Fairer Futures of Work for Low-Wage Service Workers: A position statement

  • Lynn S. Dombrowski

ABSTRACT

I am interested in the low-wage service workers that make possible for information workers to work from home. By low-wage service workers, I mean folks who earn low-wages (low-wage typically means less than approximately ~$12/hour per the United States Department of Labor (USDL)) and, in some regard, work with customers (e.g., cashiers, fast food workers, retail, hospitality, warehouse, transportation, etc., all work with customers in some capacity). These low-wage folks underpin many services that make it easier, and possible to some extent, for information workers to safely stay and work from home. These services are usually embedded in sociotechnical systems that automate interactions between workers, customers, and provided services. For example, grocery and retail workers are part of sociotechnical systems that make grocery or store pick-ups possible, food and restaurant workers are part of sociotechnical systems that where food can be ordered and then automation technologies divide tasks across different workers, etc.

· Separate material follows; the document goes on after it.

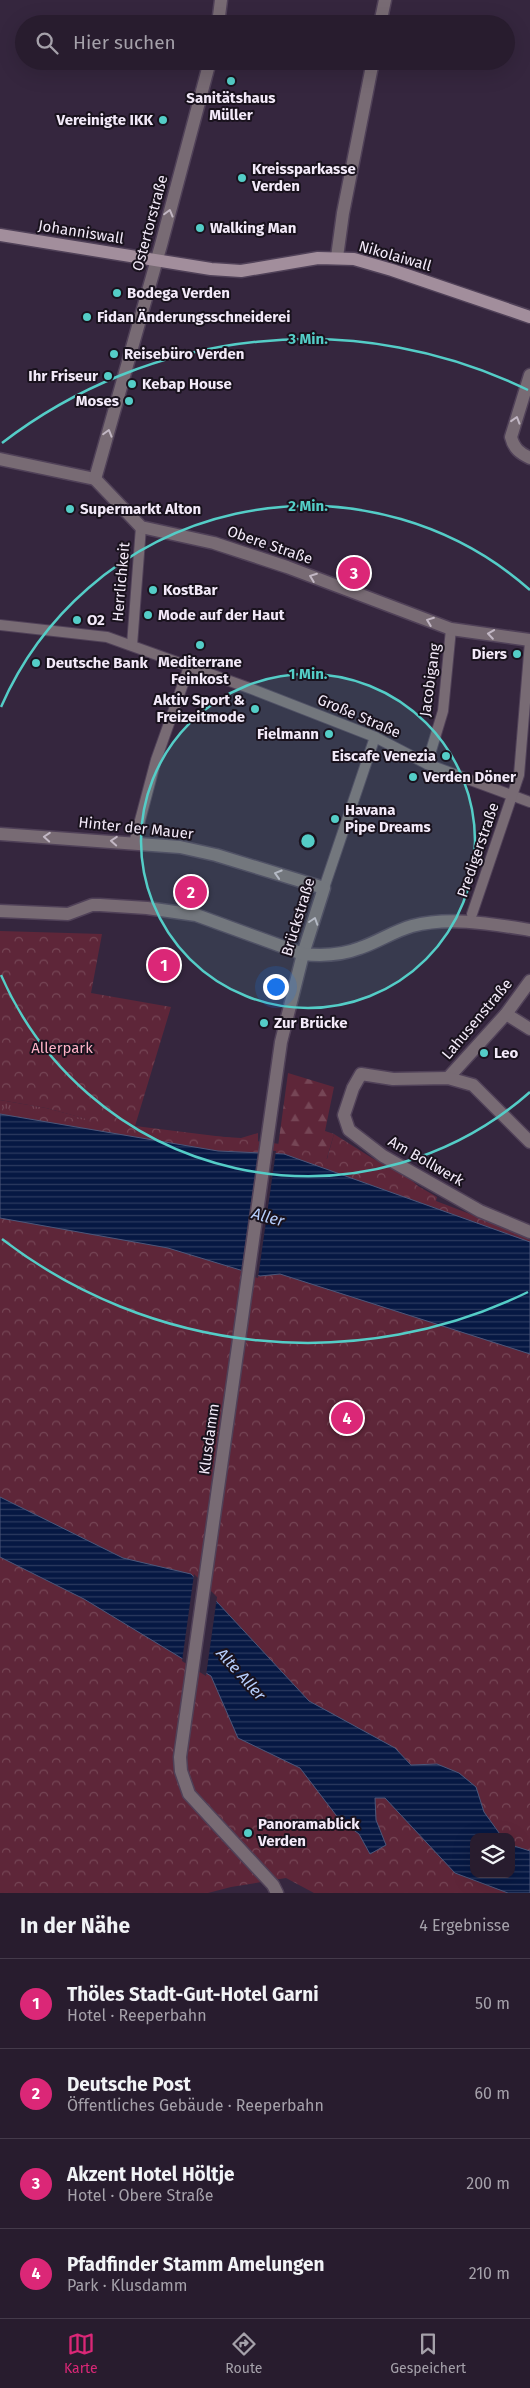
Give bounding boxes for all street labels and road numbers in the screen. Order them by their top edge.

In this position paper, I briefly discuss how low-wage service workers are a type of information worker and the ongoing relevant projects in my lab. Lastly, I will present a short Worker Centered HCI agenda for helping produce fairer futures of work.

Keywords

low-wage service workers; automation; IOT; economic and social justice.

ABOUT THE AUTHOR/S

Lynn S. Dombrowski, Ph.D.
Indiana University – Purdue University
lsdombro@iupui.edu (opens in new tab)

Lynn S. Dombrowski is an Assistant Professor in the Human-Centered Computing Department at the School of Informatics and Computing at IUPUI. She studies, design, and prototype human-centered technologies for intervening in large systemic social issues, like social and economic inequalities (e.g., hunger; wage violations). Her work contributes to the fields of human-computer interaction, ubiquitous and social computing, and design. www.lynndombrowski.com (opens in new tab)

New Future of Work 2020, August 3–5, 2020
© 2020 Copyright held by the owner/author(s).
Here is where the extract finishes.